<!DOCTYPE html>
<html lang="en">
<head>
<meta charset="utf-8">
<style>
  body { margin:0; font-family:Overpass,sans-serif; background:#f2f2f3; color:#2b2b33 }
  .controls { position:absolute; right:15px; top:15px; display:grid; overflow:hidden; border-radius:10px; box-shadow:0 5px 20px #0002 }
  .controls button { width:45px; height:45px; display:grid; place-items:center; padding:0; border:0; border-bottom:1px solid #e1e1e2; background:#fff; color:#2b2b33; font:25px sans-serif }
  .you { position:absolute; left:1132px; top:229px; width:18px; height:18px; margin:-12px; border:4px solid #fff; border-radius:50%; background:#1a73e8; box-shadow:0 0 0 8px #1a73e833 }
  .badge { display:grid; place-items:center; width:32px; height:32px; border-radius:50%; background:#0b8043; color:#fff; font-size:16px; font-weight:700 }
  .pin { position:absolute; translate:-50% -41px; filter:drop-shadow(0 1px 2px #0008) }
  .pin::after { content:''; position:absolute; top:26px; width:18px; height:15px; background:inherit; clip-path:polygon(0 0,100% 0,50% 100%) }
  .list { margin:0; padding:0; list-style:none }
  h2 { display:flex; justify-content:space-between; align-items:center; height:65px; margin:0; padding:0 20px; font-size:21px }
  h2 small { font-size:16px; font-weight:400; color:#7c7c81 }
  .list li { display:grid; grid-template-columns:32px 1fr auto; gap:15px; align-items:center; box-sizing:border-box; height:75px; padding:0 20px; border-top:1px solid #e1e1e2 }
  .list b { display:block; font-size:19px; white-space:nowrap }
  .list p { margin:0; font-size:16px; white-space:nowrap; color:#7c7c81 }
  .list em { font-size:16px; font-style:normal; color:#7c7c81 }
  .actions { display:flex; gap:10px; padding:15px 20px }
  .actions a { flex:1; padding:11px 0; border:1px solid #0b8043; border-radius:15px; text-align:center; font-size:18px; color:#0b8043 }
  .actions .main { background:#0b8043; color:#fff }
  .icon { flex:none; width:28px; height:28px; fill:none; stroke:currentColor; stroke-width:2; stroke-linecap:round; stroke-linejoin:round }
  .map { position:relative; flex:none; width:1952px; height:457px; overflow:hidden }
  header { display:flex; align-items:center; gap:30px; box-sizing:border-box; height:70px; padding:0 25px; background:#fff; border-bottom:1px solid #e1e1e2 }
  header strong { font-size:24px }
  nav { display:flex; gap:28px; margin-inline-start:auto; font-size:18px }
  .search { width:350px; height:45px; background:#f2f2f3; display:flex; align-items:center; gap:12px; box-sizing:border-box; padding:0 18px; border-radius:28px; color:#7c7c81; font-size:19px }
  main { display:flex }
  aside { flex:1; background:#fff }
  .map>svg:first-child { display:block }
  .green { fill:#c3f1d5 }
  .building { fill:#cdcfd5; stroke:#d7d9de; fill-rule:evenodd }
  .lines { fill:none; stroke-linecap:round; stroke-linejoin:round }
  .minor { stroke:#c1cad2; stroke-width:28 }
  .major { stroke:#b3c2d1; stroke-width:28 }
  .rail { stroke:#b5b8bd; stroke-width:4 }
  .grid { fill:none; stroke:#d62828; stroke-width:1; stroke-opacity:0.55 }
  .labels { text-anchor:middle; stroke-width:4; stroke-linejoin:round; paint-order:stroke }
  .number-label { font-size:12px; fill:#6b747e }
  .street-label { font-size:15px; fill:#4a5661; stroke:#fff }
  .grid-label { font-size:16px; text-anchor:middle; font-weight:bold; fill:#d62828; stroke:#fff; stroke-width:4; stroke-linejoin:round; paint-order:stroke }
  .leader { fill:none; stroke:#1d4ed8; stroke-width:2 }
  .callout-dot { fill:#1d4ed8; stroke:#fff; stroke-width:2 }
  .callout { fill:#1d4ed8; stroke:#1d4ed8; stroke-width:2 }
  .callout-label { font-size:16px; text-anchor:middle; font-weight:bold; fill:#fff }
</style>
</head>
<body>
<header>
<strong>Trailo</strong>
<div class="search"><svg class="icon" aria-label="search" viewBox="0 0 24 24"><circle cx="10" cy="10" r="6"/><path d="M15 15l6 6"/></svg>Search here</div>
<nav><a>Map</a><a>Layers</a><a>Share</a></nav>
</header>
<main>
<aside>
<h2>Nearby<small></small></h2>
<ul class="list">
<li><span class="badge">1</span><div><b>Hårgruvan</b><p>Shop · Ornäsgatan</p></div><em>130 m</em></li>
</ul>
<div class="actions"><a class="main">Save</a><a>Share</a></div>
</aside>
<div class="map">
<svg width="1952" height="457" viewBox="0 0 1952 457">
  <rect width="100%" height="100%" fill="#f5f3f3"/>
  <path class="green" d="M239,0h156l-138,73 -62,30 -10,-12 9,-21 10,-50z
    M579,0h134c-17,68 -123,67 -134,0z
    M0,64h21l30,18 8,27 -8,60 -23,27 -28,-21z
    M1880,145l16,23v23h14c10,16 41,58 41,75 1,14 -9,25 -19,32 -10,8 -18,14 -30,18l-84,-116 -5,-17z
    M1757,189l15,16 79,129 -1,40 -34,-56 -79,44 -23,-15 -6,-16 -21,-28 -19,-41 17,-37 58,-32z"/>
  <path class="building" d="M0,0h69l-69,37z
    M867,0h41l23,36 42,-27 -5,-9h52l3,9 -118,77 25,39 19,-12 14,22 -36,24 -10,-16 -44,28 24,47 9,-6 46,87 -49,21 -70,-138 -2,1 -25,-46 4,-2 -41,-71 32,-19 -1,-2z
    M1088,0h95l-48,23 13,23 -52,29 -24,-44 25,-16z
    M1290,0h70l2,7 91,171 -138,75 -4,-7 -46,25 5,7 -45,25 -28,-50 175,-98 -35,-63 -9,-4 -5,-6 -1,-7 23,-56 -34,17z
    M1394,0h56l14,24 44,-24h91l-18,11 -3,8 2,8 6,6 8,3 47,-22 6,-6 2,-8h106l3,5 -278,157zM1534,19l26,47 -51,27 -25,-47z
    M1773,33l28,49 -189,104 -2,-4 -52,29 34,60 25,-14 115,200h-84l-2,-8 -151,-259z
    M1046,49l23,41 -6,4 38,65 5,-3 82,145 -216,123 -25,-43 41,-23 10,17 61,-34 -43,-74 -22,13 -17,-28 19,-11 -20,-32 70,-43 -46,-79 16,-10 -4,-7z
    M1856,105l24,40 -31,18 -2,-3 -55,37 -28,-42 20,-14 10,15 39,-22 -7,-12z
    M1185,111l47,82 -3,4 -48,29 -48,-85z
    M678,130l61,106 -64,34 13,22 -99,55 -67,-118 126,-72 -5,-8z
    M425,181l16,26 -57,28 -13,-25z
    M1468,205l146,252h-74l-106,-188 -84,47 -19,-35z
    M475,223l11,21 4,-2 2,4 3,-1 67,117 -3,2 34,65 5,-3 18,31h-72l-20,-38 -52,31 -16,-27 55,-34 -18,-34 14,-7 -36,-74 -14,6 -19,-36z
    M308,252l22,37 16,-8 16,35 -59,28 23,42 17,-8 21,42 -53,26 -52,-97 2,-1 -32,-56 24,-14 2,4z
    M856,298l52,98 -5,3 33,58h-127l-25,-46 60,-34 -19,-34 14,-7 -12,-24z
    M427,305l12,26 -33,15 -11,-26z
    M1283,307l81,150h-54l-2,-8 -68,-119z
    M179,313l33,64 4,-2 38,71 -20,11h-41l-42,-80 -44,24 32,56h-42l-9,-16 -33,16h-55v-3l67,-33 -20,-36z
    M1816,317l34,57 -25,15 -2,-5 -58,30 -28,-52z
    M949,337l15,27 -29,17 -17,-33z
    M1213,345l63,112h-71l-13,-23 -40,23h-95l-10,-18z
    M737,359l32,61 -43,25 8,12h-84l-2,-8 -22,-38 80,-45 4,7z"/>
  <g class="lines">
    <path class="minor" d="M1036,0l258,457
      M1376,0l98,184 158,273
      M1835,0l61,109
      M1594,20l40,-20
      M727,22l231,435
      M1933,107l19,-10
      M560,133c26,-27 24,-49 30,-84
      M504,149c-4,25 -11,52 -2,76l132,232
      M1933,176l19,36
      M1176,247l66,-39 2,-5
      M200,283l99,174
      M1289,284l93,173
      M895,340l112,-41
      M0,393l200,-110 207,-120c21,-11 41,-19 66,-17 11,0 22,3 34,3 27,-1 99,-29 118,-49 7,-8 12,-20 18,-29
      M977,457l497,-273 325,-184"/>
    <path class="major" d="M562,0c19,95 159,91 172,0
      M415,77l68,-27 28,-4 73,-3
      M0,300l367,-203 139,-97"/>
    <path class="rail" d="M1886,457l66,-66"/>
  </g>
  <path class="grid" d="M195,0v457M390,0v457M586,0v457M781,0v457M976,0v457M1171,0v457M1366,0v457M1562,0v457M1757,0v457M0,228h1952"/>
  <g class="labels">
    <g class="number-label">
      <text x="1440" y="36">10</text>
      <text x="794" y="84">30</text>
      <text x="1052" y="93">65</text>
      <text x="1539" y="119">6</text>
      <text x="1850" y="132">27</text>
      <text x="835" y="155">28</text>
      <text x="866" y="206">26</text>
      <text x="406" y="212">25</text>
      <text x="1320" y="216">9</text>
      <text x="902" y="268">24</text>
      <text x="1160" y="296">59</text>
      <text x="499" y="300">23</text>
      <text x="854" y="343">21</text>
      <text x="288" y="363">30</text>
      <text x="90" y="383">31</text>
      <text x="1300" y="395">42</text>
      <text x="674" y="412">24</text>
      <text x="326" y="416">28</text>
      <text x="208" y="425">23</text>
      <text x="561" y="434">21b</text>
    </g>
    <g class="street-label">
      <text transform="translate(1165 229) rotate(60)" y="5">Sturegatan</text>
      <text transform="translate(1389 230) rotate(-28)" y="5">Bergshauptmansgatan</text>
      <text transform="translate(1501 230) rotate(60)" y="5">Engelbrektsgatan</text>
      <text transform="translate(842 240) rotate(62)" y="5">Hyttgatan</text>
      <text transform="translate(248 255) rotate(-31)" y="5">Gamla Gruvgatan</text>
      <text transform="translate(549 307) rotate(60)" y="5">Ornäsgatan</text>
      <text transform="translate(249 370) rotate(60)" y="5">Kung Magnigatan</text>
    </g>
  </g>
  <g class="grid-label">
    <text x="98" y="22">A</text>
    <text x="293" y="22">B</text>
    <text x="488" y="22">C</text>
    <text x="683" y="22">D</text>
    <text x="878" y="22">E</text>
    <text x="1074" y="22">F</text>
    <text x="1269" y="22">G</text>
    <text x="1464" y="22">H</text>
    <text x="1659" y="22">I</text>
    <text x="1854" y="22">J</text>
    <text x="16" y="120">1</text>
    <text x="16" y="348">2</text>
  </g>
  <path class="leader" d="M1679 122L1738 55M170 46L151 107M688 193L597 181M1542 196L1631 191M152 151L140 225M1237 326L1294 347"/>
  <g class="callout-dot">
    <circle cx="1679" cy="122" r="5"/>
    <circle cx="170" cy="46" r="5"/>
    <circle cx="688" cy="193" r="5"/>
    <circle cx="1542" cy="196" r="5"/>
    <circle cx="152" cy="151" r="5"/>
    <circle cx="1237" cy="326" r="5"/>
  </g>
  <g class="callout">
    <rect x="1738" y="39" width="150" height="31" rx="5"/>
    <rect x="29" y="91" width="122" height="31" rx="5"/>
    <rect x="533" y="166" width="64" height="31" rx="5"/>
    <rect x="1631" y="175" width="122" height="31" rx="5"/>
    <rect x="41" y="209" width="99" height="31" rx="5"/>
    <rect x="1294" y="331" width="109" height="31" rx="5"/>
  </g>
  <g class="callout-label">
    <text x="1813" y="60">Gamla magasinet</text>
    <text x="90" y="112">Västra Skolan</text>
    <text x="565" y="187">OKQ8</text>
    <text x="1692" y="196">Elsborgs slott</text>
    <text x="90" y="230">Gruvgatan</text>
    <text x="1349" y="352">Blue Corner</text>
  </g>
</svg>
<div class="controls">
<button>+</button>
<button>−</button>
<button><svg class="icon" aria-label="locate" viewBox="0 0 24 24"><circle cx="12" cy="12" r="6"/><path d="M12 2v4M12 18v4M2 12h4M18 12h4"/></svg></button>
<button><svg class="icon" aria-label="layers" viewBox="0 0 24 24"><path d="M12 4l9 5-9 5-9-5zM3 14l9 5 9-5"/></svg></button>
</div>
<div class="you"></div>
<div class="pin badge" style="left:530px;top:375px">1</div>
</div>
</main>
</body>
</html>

★ ★ ★

REQUIRED ACTION
Within the records above, how many lines include the word "nowrap"? State the number by itself.

ANSWER TO THIS TASK
2